Marie Kawthar Daouda:
I turn off Twitter. It’s incredibly relieving. I just turned it off and that’s it. Well, I thankfully didn’t get that much backlash. The mean things that I’ve heard or read mainly came from the liberal left. So there’s that paradox that Kim Balanoff also said that any racist insults she ever had only came from the liberal left. So it’s this idea that, well, if you’re a person from an ethnic minority, please stay in your space. You stay where you belong and wise white people will tell you what you should think or say. So it’s a bit of a paradoxical situation when everything is about empowerment.
I often say that to be empowered is still a passive objective. You have to look back at the person who empowered you, and that person who gave you power is just as well capable of taking it back from you. So many lobbies advocate this idea of, well, no, you have to be black and proud and all that, anti-racist, et cetera, et cetera. But you have to tow the line. And if you don’t, then on with the Twitter insults.
John Roskam:
Can I ask you something again that many members are very curious about? So French intellectuals going back to Rousseau then the 20th century by many blamed for the scourge of postmodernism and its variance and it’s given us this ideology that we’re now discussing. But the paradox seems to be that in France where so much of this came from, there seems to be a better understanding of the past and a defense of the past by politicians in a way, there isn’t in the English-speaking world. Can you guide us through why that may be?
Marie Kawthar Daouda:
I’d probably go back to a very blatant cliches about the difference in nations. The French are often angry and won’t hesitate to let you know they’re angry. It’s not something we do on this island. So I’d say there’s a stronger culture of dissent in France of just saying that you disagree with things just because you disagree. For better or for worse, sometimes the matters of disagreements are quite fickle and volatile, and sometimes they’re very serious.
So when it comes to the appreciation of the cause, I’d say, well, also still has a very strong influence in France. France pretends it has been born in 1789, which is yet another problem. So while Britain has a longstanding history of, well, going through crisis, powering through, fixing the broken pot, carrying on, having this sort of well patched-up identity, France has this delusion that, “No, we only began in 1789 and everyone is equal and everything is perfect.”
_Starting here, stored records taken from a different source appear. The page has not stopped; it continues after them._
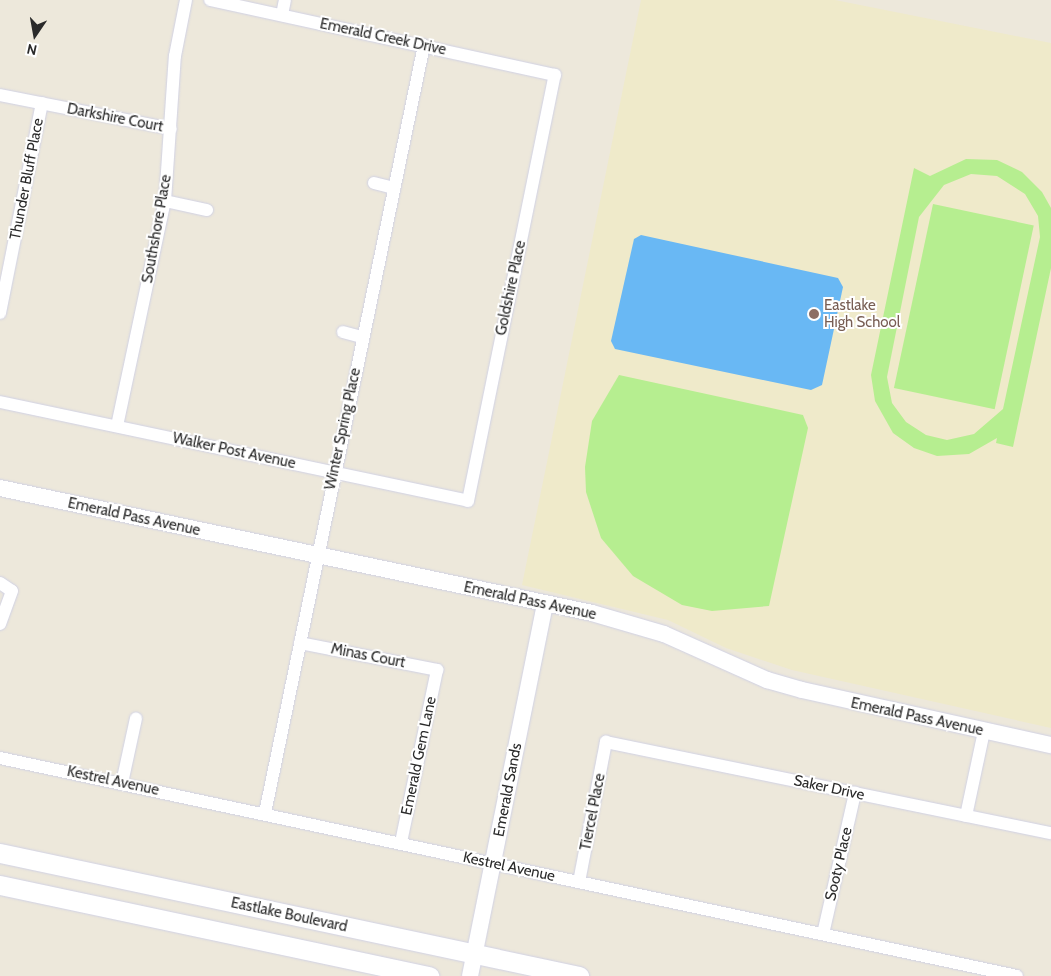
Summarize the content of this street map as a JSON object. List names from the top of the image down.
{
  "streets": {
    "main road": ["Eastlake Boulevard"],
    "street": [
      "Emerald Creek Drive",
      "Darkshire Court",
      "Thunder Bluff Place",
      "Southshore Place",
      "Goldshire Place",
      "Winter Spring Place",
      "Walker Post Avenue",
      "Emerald Pass Avenue",
      "Minas Court",
      "Emerald Gem Lane",
      "Kestrel Avenue",
      "Saker Drive",
      "Emerald Sands",
      "Tiercel Place",
      "Sooty Place"
    ]
  },
  "crossings": [
    ["Emerald Creek Drive", "Goldshire Place"],
    ["Emerald Creek Drive", "Winter Spring Place"],
    ["Darkshire Court", "Thunder Bluff Place"],
    ["Darkshire Court", "Southshore Place"],
    ["Southshore Place", "Walker Post Avenue"],
    ["Goldshire Place", "Walker Post Avenue"],
    ["Winter Spring Place", "Walker Post Avenue"],
    ["Winter Spring Place", "Emerald Pass Avenue"],
    ["Winter Spring Place", "Minas Court"],
    ["Winter Spring Place", "Kestrel Avenue"],
    ["Emerald Pass Avenue", "Emerald Sands"],
    ["Minas Court", "Emerald Gem Lane"],
    ["Emerald Gem Lane", "Kestrel Avenue"],
    ["Kestrel Avenue", "Emerald Sands"],
    ["Kestrel Avenue", "Tiercel Place"],
    ["Kestrel Avenue", "Sooty Place"],
    ["Saker Drive", "Tiercel Place"],
    ["Saker Drive", "Sooty Place"],
    ["Emerald Sands", "Eastlake Boulevard"]
  ],
  "places": ["Eastlake High School"],
  "north": "bottom"
}
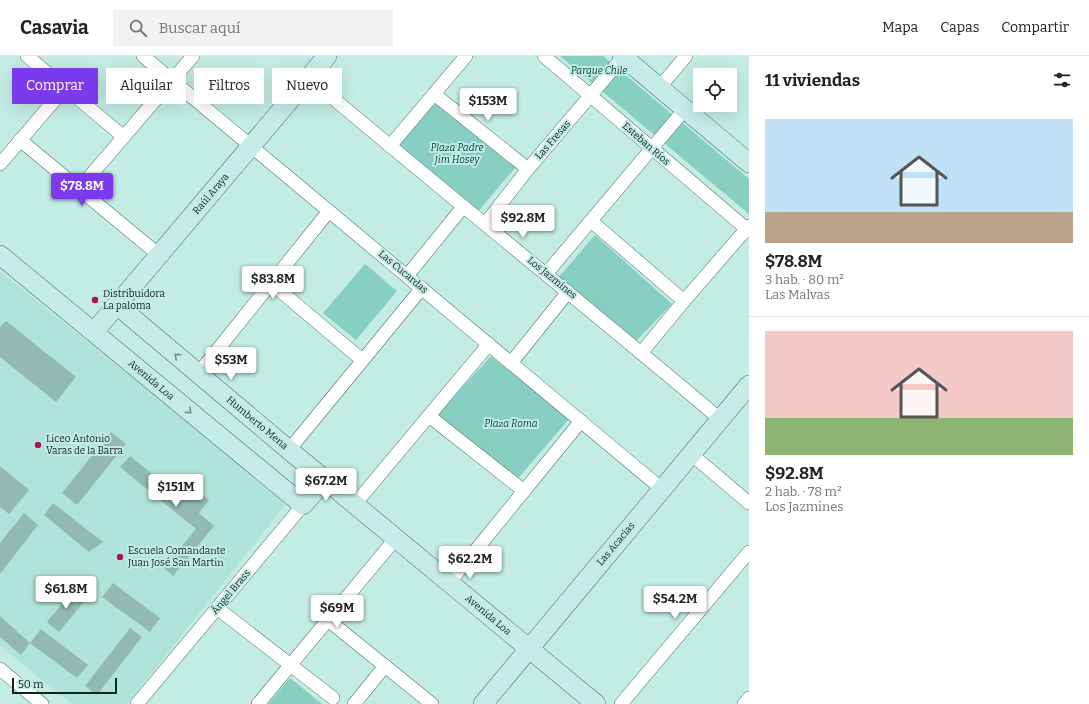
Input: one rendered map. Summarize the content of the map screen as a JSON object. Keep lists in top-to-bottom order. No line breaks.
{"streets":{"street":["Las Fresas","Esteban Ríos","Raúl Araya","Las Cucardas","Los Jazmines","Avenida Loa","Humberto Mena","Las Acacias","Ángel Brass"]},"crossings":[["Las Fresas","Esteban Ríos"],["Las Fresas","Los Jazmines"],["Raúl Araya","Las Cucardas"],["Raúl Araya","Avenida Loa"],["Raúl Araya","Humberto Mena"],["Las Cucardas","Las Acacias"],["Los Jazmines","Las Acacias"],["Avenida Loa","Humberto Mena"],["Avenida Loa","Las Acacias"],["Avenida Loa","Ángel Brass"],["Humberto Mena","Ángel Brass"]],"one_way":["Humberto Mena"],"parks":["Parque Chile","Plaza Padre Jim Hosey","Plaza Roma"],"places":["Distribuidora La paloma","Liceo Antonio Varas de la Barra","Escuela Comandante Juan José San Martin"],"scale_bar":"50 m","page":{"header":"Casavia","search":"Buscar aquí","nav":["Mapa","Capas","Compartir"],"heading":"11 viviendas","chip":["Comprar","Alquilar","Filtros","Nuevo"],"price":["$153M","$78.8M","$92.8M","$83.8M","$53M","$67.2M","$151M","$62.2M","$61.8M","$54.2M","$69M"],"list":[{"name":"$78.8M","note":"3 hab. · 80 m² · Las Malvas"},{"name":"$92.8M","note":"2 hab. · 78 m² · Los Jazmines"}],"scale":"50 m"}}
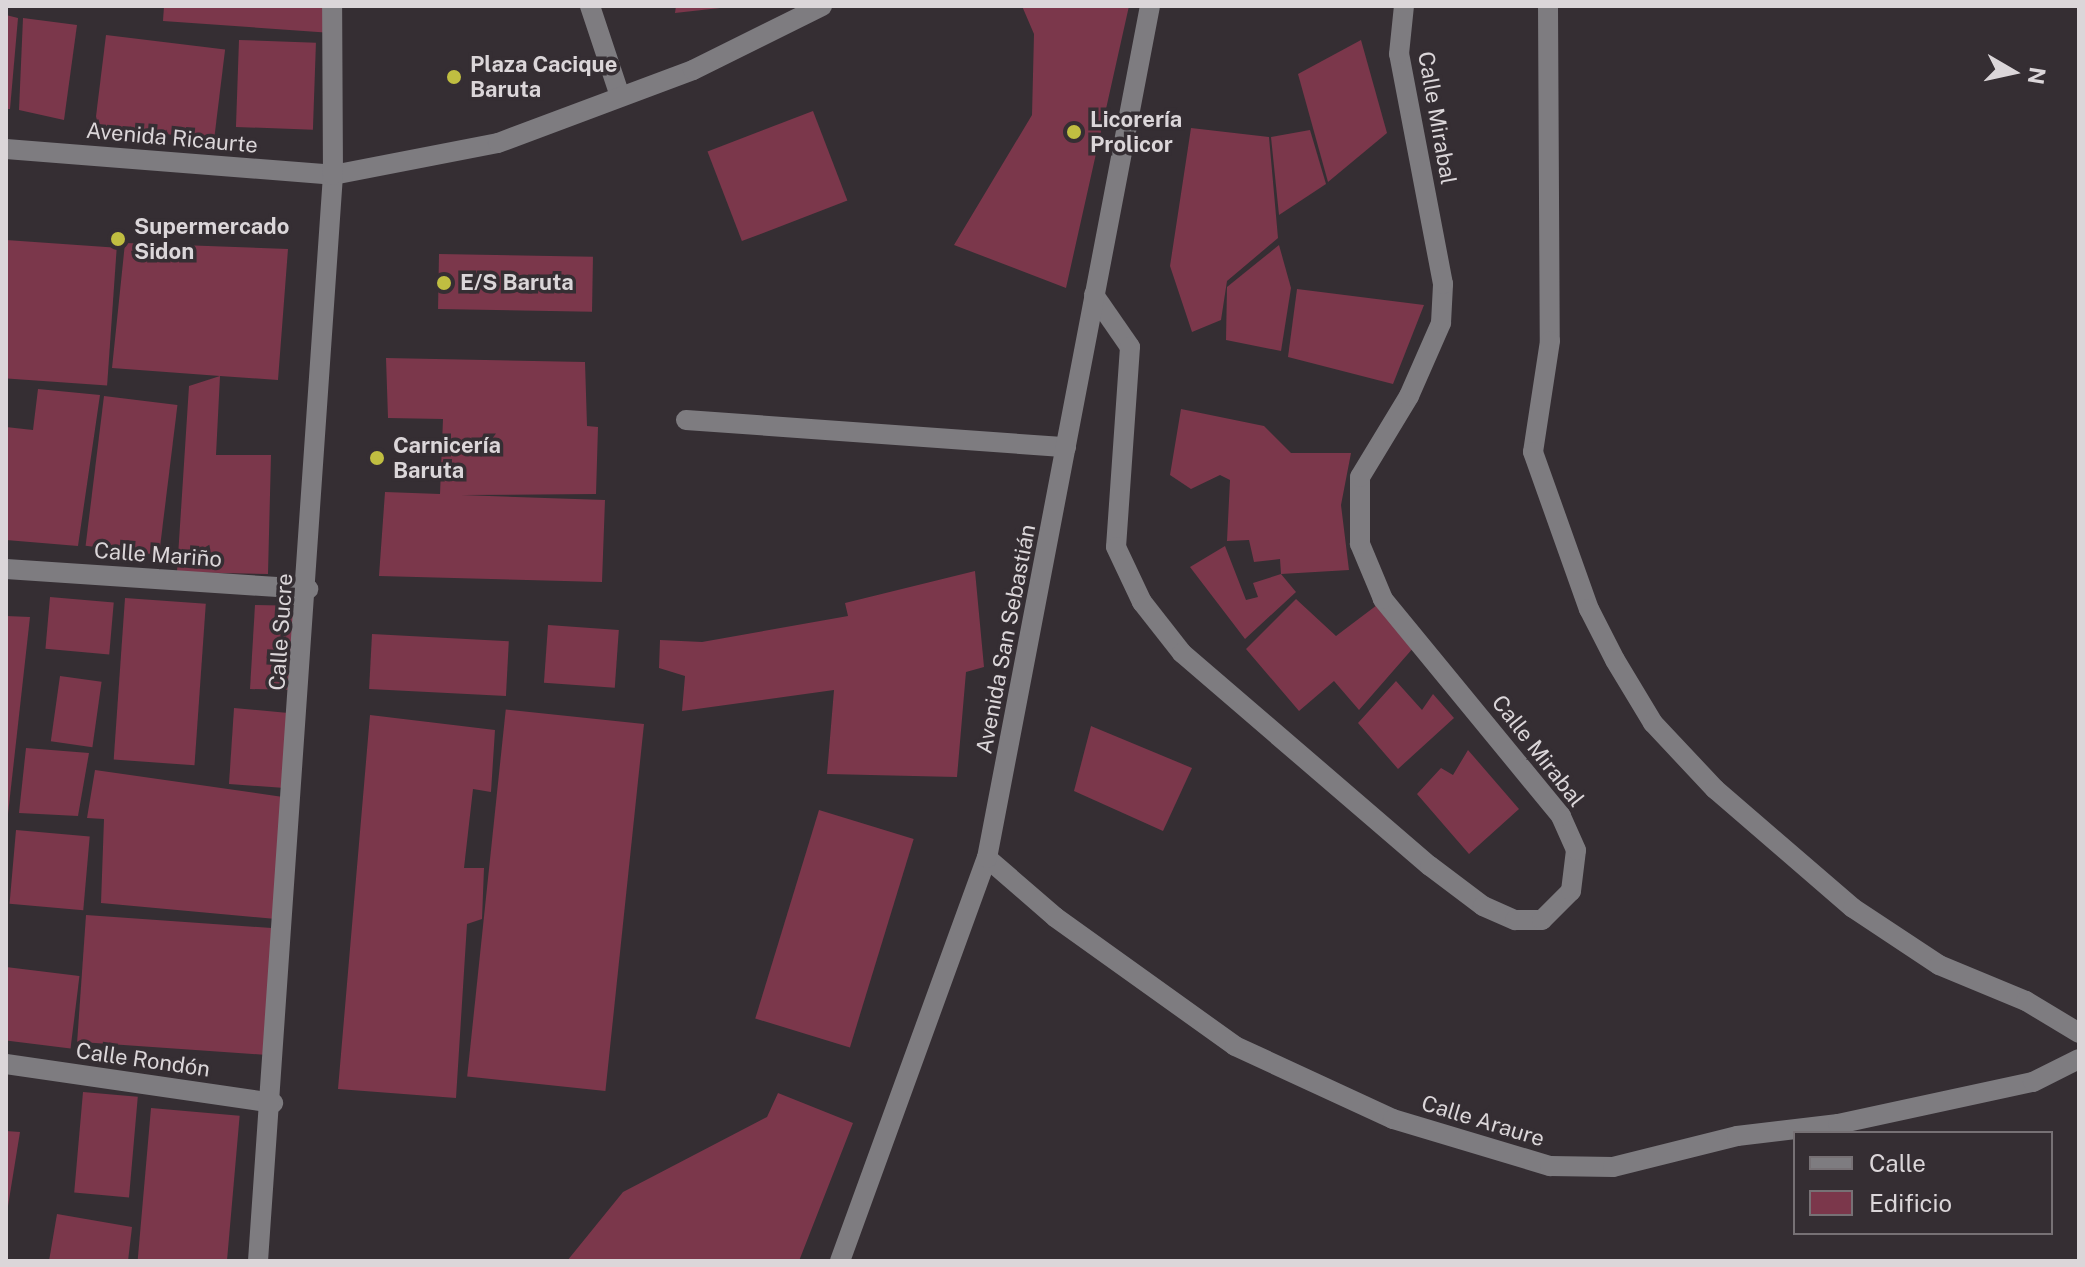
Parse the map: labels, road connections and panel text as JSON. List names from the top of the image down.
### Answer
{
  "streets": {
    "street": [
      "Calle Mirabal",
      "Avenida Ricaurte",
      "Calle Mariño",
      "Calle Sucre",
      "Avenida San Sebastián",
      "Calle Rondón",
      "Calle Araure"
    ]
  },
  "crossings": [
    ["Calle Mirabal", "Avenida San Sebastián"],
    ["Avenida Ricaurte", "Calle Sucre"],
    ["Calle Mariño", "Calle Sucre"],
    ["Calle Sucre", "Calle Rondón"],
    ["Avenida San Sebastián", "Calle Araure"]
  ],
  "places": [
    "Plaza Cacique Baruta",
    "Licorería Prolicor",
    "Supermercado Sidon",
    "E/S Baruta",
    "Carnicería Baruta"
  ],
  "legend": ["Calle", "Edificio"],
  "north": "right"
}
So the trouble is that some of the French thinkers of the 1960s, ’70s were translated into English, they were read by people who did not know much about the background or did not know much about how much of… Well, this was a sort of intellectual experiment. So when you look at-
John Roskam:
You mean the English-speaking world took the French philosophers seriously?
Marie Kawthar Daouda:
Yes. While the French never take themselves seriously. So of course people like Sartre or Foucault had a political agenda. They had a very clear objective. So they knew that deconstruction was meant to lead to a better future where people will be equal, free and everything would be perfect. Yes, they also knew that it came at a cost and it was more of a matter of, “Well, I wrote about it in a book.” And the way it has formed the intellectual trends in the United States is a bit surprising because Foucault have been the first one to disown the people who are turning his philosophy into a new dogma.
These were people who rejected any kind of dogmas, and now people are being just as dogmatic about deconstruction without taking into account the fact that deconstruction itself can be deconstructed. And Foucault did it all the time. And [inaudible] too is a fascinating writer when it comes to questioning how much we can grasp of reality and how much, in fact, we write around an emptiness. And it’s something that a philosopher should always bear in mind just out of humility to remember that there is more in the world that can be written of in your philosophy.
John Roskam:
Can I now turn to questions that have been sent by IPA members? And this is one of my very favorite questions to you, Marie. “As a grandmother of eight grandchildren, how can I, in practical terms, encourage a respect for our heritage among my grandchildren?” And before I ask you to unpack that, I have referred to the wonderful interview you gave last month where you talked about reading CS Lewis and Tolkien. So I’m going to suggest that perhaps you might suggest that anyone begin understanding Western civilization by reading Narnia and Lord of the Rings.
Marie Kawthar Daouda:
Yes, absolutely. So I have the immense luck of having read Narnia and the Lord of the Rings as an adult. So I got the cheat code in a way. I knew how much, well, how important these books were because I knew what tradition they took place in. So in a way, you can’t really understand the Lord of the Rings without having Tolkien’s background as a medievalist, but it doesn’t mean that you can’t enjoy it. And even though you won’t understand all of it when you are 10 or 12 or 13 or 14, these are books that one can read again and enjoy again.
So to go back to this grandmother’s question, first, it’s wonderful that she’s thinking about this. It’s just great because the impulse of transmission is a key factor in all of this. I think one some of my dearest memories are thinking of my grandmother reading fairy tales with me and also learning how to knit with her.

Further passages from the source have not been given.